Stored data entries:
———

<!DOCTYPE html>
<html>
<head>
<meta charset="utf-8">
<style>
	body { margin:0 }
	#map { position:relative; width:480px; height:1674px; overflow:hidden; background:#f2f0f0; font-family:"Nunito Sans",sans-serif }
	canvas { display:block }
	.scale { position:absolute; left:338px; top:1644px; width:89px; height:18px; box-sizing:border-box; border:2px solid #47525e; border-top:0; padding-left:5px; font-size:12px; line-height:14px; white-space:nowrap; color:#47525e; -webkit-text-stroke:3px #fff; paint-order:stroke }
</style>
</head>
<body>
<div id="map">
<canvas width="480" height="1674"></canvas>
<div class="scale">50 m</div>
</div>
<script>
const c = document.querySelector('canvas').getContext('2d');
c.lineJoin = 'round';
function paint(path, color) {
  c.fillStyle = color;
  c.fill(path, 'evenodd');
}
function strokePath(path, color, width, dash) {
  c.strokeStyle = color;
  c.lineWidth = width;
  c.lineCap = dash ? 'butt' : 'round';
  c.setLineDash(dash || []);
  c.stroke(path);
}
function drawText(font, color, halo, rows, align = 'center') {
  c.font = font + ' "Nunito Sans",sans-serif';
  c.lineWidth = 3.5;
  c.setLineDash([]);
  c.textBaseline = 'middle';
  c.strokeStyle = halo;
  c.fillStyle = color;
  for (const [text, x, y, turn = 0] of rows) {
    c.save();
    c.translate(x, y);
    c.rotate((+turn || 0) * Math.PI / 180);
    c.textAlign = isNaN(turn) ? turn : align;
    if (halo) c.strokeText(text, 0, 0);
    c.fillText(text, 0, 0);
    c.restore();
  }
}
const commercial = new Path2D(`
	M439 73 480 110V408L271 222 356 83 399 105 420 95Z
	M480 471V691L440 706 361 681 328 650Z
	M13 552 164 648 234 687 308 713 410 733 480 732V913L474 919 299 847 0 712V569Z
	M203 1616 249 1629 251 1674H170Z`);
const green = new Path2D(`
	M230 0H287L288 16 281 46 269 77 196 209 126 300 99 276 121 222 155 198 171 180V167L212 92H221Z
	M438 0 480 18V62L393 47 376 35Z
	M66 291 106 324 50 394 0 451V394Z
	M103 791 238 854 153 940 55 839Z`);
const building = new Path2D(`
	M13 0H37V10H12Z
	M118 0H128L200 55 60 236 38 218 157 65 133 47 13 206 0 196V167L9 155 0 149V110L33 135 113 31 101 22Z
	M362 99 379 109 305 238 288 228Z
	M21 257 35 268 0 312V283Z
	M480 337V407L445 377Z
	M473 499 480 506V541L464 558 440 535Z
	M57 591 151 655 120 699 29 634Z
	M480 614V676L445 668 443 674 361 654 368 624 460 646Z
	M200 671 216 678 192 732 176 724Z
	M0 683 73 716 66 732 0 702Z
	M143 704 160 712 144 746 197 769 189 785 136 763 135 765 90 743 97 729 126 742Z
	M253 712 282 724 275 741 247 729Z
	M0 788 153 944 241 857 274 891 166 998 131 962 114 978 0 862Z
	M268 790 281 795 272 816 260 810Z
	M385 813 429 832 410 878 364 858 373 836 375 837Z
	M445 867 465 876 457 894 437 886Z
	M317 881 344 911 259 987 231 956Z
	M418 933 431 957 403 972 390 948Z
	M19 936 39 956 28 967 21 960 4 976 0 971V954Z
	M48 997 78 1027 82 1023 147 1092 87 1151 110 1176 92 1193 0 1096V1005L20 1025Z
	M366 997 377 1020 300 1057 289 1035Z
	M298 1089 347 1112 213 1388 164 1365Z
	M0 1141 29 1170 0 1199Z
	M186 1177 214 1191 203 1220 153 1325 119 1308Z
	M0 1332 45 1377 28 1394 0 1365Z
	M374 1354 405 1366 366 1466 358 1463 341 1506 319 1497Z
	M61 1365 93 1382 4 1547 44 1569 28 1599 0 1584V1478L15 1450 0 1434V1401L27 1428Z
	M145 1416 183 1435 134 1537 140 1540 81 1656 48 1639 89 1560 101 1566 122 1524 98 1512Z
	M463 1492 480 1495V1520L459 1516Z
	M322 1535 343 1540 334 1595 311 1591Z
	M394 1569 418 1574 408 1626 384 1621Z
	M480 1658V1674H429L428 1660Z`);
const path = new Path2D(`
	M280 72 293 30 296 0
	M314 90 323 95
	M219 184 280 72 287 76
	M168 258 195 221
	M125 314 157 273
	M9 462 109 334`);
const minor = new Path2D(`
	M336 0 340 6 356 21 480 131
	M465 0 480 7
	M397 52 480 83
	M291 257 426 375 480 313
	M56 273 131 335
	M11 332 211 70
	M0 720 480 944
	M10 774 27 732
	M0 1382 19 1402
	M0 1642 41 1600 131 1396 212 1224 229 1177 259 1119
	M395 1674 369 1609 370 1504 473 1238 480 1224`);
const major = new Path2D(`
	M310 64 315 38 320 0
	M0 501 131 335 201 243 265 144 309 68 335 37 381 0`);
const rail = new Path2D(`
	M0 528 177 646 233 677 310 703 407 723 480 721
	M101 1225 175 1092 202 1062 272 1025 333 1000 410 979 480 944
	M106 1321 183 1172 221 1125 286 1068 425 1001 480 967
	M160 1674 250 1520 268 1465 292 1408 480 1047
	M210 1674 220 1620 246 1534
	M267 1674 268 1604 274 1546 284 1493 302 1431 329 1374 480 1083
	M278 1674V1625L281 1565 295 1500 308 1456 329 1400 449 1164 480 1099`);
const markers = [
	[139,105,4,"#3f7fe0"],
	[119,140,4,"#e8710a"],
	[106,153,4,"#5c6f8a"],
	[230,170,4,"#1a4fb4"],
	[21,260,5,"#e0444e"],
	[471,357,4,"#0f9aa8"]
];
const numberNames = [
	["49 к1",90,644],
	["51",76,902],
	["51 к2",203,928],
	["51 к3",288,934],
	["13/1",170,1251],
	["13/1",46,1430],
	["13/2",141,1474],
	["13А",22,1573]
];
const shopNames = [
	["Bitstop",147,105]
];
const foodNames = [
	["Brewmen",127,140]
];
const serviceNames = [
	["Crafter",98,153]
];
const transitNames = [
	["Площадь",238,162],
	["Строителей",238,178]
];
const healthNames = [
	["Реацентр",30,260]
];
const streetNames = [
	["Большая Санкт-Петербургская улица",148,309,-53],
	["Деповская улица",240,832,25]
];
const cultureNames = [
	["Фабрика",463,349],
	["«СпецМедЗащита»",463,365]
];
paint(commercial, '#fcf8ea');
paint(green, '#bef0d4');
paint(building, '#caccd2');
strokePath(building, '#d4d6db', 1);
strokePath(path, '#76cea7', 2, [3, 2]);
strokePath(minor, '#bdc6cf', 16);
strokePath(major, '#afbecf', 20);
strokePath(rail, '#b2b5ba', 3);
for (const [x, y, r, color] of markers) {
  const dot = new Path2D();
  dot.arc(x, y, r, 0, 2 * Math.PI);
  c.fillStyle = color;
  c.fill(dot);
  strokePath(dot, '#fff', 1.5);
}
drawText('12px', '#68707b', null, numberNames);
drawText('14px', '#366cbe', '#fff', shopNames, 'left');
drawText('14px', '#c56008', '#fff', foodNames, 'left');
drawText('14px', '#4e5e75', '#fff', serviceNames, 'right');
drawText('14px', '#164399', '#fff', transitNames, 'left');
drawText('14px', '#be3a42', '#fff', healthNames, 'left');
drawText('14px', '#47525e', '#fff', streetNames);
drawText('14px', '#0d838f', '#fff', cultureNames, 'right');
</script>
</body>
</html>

———

WORK TASK:
Copy all lines above containing the string "halo".

REPLY TO THE EXERCISE:
function drawText(font, color, halo, rows, align = 'center') {
  c.strokeStyle = halo;
    if (halo) c.strokeText(text, 0, 0);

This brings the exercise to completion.